Stored items from a collection:
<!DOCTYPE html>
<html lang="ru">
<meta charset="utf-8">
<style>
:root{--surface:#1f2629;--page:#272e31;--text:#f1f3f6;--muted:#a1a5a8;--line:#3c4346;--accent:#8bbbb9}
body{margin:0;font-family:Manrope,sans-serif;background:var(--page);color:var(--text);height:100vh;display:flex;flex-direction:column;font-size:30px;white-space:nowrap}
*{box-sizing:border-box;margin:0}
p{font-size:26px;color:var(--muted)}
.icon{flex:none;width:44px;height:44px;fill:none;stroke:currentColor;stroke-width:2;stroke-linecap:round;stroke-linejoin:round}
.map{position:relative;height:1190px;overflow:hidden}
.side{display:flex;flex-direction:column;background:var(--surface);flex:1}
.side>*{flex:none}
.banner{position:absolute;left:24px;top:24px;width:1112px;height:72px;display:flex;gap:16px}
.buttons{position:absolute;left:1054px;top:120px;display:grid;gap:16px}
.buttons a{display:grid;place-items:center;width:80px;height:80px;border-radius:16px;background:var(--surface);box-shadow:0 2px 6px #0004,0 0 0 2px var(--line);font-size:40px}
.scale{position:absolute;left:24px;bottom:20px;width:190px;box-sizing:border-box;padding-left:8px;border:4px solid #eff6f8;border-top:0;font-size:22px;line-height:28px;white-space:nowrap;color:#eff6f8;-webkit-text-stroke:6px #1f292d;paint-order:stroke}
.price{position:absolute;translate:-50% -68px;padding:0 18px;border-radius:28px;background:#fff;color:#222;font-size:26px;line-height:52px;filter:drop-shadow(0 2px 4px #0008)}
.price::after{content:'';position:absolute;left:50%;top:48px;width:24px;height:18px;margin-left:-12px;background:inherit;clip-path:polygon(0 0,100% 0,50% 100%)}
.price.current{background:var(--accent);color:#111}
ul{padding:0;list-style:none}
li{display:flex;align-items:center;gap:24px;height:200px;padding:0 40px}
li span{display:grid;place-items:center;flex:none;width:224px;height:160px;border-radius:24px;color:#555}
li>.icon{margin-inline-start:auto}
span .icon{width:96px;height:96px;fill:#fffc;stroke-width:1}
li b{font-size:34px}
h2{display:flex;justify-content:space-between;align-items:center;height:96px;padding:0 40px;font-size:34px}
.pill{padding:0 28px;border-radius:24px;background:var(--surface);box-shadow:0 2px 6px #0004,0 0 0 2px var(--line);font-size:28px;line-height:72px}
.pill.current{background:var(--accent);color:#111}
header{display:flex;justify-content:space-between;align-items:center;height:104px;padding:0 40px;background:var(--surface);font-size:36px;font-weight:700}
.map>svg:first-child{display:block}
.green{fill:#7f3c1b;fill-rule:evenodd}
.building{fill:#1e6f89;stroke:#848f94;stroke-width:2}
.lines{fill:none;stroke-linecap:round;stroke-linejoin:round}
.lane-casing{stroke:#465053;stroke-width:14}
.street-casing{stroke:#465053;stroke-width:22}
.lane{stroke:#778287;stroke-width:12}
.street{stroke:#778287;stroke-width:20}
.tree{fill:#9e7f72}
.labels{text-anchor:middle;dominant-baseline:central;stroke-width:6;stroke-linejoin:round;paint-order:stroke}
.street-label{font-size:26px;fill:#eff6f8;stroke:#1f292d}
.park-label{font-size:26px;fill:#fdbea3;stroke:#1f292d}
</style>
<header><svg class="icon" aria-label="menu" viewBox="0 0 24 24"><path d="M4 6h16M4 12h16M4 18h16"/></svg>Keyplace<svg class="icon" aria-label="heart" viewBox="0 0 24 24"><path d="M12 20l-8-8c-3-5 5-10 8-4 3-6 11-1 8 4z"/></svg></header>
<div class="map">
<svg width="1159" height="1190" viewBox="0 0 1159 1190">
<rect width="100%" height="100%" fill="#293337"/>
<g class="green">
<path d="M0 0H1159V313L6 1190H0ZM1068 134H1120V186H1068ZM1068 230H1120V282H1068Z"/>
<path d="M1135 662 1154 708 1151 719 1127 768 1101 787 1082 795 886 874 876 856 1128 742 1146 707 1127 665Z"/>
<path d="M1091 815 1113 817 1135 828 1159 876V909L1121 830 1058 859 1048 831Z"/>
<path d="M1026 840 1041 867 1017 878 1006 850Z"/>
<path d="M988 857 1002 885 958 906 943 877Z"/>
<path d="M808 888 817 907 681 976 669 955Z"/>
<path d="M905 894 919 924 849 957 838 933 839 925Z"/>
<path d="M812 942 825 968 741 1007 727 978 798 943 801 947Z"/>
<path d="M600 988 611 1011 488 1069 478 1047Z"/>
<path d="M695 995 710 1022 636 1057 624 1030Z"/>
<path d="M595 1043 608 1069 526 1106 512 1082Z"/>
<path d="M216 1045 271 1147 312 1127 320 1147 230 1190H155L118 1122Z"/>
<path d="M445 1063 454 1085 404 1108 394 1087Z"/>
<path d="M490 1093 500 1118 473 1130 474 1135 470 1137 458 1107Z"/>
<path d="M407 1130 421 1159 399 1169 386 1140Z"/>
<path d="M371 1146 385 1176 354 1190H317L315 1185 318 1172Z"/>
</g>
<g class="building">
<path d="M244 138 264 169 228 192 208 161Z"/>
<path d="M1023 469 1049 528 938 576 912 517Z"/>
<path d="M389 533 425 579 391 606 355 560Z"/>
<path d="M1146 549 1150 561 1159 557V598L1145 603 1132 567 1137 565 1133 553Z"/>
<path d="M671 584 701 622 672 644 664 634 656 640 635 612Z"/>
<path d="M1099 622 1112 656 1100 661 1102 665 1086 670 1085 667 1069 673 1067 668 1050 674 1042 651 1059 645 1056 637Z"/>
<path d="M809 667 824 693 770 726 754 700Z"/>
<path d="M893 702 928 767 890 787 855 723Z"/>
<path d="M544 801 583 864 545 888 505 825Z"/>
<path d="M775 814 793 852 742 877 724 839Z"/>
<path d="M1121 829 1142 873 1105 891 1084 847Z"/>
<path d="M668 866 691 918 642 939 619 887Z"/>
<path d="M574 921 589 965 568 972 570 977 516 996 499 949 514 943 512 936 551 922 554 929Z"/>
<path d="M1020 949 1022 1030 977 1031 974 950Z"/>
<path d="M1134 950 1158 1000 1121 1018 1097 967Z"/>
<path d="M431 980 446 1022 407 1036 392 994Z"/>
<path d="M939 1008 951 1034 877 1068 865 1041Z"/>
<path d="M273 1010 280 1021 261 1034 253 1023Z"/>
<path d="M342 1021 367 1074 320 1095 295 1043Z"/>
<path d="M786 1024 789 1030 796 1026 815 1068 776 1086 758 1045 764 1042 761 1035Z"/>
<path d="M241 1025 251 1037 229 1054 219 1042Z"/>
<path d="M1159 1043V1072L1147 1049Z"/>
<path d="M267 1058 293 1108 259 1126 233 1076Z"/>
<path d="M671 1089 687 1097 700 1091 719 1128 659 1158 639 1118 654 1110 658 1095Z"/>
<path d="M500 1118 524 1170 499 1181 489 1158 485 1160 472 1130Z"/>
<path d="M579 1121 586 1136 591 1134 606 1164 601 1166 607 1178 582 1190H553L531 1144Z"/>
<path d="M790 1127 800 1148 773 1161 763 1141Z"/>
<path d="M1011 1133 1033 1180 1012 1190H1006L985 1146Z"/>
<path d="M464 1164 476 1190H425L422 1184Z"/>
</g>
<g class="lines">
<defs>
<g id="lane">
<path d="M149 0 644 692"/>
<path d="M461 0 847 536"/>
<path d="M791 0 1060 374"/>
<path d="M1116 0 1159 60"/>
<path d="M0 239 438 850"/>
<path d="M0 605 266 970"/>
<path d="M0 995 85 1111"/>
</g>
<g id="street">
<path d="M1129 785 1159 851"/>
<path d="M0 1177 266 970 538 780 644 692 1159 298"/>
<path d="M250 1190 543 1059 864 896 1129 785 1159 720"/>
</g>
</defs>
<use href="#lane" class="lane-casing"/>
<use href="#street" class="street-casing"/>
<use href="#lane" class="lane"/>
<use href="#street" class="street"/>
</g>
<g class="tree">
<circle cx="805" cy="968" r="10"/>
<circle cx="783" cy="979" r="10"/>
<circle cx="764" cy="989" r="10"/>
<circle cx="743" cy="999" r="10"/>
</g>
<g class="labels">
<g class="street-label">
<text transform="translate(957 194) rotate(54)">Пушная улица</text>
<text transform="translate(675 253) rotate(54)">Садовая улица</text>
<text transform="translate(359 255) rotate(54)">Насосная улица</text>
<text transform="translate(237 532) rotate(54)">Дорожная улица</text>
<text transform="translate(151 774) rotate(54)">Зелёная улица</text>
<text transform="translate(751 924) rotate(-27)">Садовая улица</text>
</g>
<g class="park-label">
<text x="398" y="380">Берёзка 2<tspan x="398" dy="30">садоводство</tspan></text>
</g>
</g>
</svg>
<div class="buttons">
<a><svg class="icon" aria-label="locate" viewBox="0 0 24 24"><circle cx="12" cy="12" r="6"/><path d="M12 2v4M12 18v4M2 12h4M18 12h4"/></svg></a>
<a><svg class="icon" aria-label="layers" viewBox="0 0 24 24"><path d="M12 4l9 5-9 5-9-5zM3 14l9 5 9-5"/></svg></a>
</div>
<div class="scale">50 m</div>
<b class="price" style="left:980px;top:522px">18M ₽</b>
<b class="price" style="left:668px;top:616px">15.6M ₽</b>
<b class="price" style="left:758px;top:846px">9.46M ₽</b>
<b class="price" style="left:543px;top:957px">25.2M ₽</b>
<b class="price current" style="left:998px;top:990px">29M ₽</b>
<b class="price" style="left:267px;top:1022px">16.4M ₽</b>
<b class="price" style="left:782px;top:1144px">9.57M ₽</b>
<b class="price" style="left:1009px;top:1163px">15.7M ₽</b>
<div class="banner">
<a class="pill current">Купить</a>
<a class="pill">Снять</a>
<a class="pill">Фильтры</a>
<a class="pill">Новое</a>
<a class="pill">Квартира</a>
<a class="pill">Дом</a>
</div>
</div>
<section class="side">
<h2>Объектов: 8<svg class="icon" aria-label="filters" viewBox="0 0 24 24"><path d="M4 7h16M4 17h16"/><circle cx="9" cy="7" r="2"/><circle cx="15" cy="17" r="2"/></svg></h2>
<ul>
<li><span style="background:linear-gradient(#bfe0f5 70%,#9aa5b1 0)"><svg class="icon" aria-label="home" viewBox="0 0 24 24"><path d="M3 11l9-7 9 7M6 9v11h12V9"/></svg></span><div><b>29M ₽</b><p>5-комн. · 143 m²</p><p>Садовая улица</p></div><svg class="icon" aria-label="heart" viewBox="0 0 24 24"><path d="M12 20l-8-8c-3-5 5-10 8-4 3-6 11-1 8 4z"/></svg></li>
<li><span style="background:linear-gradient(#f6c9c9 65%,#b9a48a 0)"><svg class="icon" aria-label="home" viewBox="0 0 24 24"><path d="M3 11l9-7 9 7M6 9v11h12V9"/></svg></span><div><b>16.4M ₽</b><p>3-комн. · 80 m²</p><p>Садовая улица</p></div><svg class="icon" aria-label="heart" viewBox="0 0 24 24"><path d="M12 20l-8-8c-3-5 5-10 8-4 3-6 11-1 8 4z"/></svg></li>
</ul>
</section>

PROMPT:
Copy the records above exactly, beginning at the line that contains "949 1022 1030" and stopping after the line that contains "1021 367 1074".

TASK SOLUTION:
<path d="M1020 949 1022 1030 977 1031 974 950Z"/>
<path d="M1134 950 1158 1000 1121 1018 1097 967Z"/>
<path d="M431 980 446 1022 407 1036 392 994Z"/>
<path d="M939 1008 951 1034 877 1068 865 1041Z"/>
<path d="M273 1010 280 1021 261 1034 253 1023Z"/>
<path d="M342 1021 367 1074 320 1095 295 1043Z"/>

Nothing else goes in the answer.